Nominative determinism: Is your name shaping the course of your life?
- Nominative determinism is the idea that our names may impact our profession and character.
- In literature, this is a commonly used device, and in real life, names do seem to align with professions. Yet the causal role of names in life is still somewhat murky.
- Implicit egotism, or the unconscious tendency to choose things familiar or similar to us, might explain the connection between names and career choices.
I’ve never been particularly upset with my surname — Thomson — but it could be better, couldn’t it? I sometimes wonder who the “Thom” I’m named after was but have to conclude it’s lost in the historic fog of some ancient, Scottish town. I toyed, once, with naming my son Tom just so that if he ever had a son of his own, it would be rib-achingly funny. My wife pointed out it’s probably a faux pas to call your son Tom Thomson just for a rubbish joke in our retirement. I’ll leave you to decide who was right.
The etymological story of my surname is just so boring. I could have been an Archer, Hunter, or Fletcher. I would have taken pride in my ancestral ability to make and shoot arrows.

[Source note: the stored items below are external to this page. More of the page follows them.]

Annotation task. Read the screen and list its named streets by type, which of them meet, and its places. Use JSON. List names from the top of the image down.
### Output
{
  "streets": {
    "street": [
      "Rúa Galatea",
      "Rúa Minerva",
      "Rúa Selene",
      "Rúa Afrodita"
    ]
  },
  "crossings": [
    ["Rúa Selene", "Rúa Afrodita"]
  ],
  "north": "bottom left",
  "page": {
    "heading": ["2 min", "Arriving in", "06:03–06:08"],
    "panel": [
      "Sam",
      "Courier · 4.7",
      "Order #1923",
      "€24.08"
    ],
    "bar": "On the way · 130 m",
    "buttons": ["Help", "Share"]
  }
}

After all, your surname meant something back in the day. For a lot of people, it meant what your life would amount to: “I’m a Baker, my daddy was a Baker, and his daddy was a Baker, too.”
Today, we’re free of such nominative traps, right? It doesn’t matter what names we’re born with; we can go and do what we want. Well, not so fast, kiddo.
Nominative determinism
Nominative determinism is the idea that your name can have some kind of impact in determining your job, profession, and even your character. A great many fictional works love to play around with nominative determinism. In Harry Potter, the werewolf Remus Lupin’s last name means “wolf” in Latin. Katniss, the skilled archer from The Hunger Games, derives from the “arrowhead” plant. In To Kill a Mockingbird, the “Atticus” of Atticus Finch (a lawyer) is a nod to a Roman statesman and orator (as well as reminding you of “attorney”).
The funny thing, though, are the cases of nominative determinism in real life. Take Usain Bolt, the fastest man alive. Would he have broken the world record if he were Usain Dawdle? If you’re in need of legal support, you could do much worse than looking up Sue Yoo. And it’s mightily suspicious that Sam Altman, the head of Open AI, is creating the first viable alternative to mankind. Whether it be William Wordsworth (the poet), Les McBurney (the fireman), Amy Freeze (the meteorologist), Lord Brain (the neurologist), or Dr. Seawright (the eye doctor), there’s something oddly pleasing about an example of nominative determinism.
My personal favorite, though, has to be the urologist, Dr. Richard Chopp.
The power of a name
These are all very funny, but is there something more going on? Is there actually any evidence or science behind the power of our names?
In medicine, the name that you have might actually be influencing the specialty field you end up in. In 2015, a team of doctors from the UK (all called Limb…) analyzed a document containing the names of all the medical specialists registered as doctors. They found that “the frequency of names relevant to medicine and to subspecialties was much greater than that expected by chance.” So, you find “Dr. Payne” and “Dr. Painstill” doing anesthesia. In obstetrics, there are above-average cases of “Dr. Child” and “Dr. Kidd.” General surgeons are populated with “Dr. Gore” and “Dr. Butcher.” Of course, this doesn’t necessarily mean that the names influenced these doctors’ career paths, but it is hard to otherwise explain the correlations.
It would be easy to brush this off as an anomaly, and I first thought the entire thing was an April Fools’ joke until I saw it published across many reputable journals. And there are other studies, too. Abel, in 2013, showed that nominative determinism is even more on-the-nose: People with “doctor” variations in their name (like Dockery or Medina) were relatively likely to end up as doctors, while people with “lawyer” names (Lawrence, Laurence, Att.) were relatively likely to pursue legal careers.
Implicit egoism
None of us is defined by our names — otherwise, I doubt Tom Howler, Rosie Savage, or Tyler Nash would have many friends. Lucy Lawless would be on the FBI’s watch list and Bill Gates would never have dreamed of creating Windows. But just because a name doesn’t force us to behave a certain way, it’s also true that the constant drip-drip use of a name must be going in somewhere. It’s what some psychologists refer to as “implicit egotism,” which is the unconscious urge we have to do things that are familiar or similar to us in some way. What Pelham et al. found was that we’re more likely to live in places like our own names, prefer numbers in or close to our birthday, and, yes, choose jobs whose labels resemble our names.
Of course, these are simply above-average correlations against estimated random distributions, and often they’re vanishingly small correlations at that. A great many people reading this will have no connections between their name and their major life decisions. But it’s still surprising how much data is out there which points to at least some kind of nominative determinism.